START Record extracts

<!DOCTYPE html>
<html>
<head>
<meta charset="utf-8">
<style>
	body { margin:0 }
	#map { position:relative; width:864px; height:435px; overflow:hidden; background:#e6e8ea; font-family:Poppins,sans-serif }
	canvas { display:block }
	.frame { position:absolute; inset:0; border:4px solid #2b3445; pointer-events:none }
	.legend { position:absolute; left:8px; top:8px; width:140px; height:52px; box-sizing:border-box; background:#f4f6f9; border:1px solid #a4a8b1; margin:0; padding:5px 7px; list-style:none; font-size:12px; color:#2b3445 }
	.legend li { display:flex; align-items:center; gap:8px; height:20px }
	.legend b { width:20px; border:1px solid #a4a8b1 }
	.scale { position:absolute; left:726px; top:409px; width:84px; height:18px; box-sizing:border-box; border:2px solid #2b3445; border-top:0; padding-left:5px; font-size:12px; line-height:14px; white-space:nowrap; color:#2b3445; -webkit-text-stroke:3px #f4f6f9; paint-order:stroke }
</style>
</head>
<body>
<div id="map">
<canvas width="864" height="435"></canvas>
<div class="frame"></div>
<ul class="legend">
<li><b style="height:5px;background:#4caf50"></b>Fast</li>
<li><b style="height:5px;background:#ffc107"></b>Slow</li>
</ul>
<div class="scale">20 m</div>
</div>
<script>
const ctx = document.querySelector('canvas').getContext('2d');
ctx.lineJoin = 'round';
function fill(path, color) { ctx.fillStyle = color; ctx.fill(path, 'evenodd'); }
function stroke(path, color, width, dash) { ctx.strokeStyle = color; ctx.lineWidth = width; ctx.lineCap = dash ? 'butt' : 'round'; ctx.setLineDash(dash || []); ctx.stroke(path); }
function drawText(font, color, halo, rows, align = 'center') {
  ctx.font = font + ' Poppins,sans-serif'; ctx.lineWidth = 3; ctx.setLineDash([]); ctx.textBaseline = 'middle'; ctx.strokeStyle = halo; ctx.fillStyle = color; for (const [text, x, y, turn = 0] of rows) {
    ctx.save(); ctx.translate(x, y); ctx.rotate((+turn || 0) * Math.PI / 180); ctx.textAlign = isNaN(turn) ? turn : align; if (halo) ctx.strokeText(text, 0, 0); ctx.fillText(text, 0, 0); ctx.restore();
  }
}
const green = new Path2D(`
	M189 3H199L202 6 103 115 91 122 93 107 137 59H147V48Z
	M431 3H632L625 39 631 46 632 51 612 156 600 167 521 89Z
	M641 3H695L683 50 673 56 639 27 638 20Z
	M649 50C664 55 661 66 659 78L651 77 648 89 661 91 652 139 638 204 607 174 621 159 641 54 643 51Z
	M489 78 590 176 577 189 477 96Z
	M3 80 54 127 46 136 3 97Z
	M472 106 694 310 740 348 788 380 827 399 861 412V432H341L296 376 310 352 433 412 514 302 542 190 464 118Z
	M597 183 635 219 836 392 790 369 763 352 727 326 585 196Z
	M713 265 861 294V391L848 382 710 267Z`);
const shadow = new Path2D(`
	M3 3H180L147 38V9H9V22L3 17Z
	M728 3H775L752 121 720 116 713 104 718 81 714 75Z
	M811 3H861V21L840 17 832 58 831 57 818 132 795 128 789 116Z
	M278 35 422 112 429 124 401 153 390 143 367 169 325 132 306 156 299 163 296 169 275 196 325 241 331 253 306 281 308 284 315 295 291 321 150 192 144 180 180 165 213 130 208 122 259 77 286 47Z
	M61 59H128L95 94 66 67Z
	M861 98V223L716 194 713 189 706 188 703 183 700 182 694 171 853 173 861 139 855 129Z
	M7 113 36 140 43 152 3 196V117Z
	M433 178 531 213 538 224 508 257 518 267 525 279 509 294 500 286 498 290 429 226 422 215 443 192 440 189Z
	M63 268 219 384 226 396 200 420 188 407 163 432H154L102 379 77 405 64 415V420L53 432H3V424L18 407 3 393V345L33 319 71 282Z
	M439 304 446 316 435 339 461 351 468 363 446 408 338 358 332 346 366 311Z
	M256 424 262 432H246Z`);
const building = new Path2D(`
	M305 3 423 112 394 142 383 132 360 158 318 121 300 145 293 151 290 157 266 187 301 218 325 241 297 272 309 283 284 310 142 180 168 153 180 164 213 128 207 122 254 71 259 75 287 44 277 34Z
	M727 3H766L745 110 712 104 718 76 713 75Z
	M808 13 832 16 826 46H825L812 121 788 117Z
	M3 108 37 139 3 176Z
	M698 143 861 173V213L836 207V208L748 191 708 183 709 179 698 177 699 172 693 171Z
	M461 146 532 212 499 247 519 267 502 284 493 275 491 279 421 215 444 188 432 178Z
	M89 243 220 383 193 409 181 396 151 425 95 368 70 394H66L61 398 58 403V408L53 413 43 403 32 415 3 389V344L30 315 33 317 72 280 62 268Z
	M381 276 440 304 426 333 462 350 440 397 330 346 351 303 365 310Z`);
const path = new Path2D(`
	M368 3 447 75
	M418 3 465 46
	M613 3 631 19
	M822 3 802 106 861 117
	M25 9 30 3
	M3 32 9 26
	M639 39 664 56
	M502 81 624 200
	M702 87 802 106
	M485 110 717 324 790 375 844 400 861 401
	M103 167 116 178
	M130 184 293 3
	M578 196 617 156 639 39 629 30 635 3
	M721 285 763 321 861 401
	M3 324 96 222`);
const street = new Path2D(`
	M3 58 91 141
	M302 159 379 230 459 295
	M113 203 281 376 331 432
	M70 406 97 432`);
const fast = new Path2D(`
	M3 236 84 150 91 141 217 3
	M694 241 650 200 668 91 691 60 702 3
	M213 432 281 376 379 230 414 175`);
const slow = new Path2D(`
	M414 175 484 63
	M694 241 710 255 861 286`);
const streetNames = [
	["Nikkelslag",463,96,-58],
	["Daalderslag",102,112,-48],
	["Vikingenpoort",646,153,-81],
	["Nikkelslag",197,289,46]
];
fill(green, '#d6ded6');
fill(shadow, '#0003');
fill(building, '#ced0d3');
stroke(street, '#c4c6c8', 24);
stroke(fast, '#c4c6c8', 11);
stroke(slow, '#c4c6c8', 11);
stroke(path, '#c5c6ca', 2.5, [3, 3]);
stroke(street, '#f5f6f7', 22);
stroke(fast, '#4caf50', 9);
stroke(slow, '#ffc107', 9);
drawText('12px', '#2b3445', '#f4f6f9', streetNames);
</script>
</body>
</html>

END Record extracts

▶ _What you will do_
Please, starting with the first line of the material above, write out each line exactly and finish on the line that includes "display:flex; align-items:center; gap:8px;".

▶ _Answer space_
<!DOCTYPE html>
<html>
<head>
<meta charset="utf-8">
<style>
	body { margin:0 }
	#map { position:relative; width:864px; height:435px; overflow:hidden; background:#e6e8ea; font-family:Poppins,sans-serif }
	canvas { display:block }
	.frame { position:absolute; inset:0; border:4px solid #2b3445; pointer-events:none }
	.legend { position:absolute; left:8px; top:8px; width:140px; height:52px; box-sizing:border-box; background:#f4f6f9; border:1px solid #a4a8b1; margin:0; padding:5px 7px; list-style:none; font-size:12px; color:#2b3445 }
	.legend li { display:flex; align-items:center; gap:8px; height:20px }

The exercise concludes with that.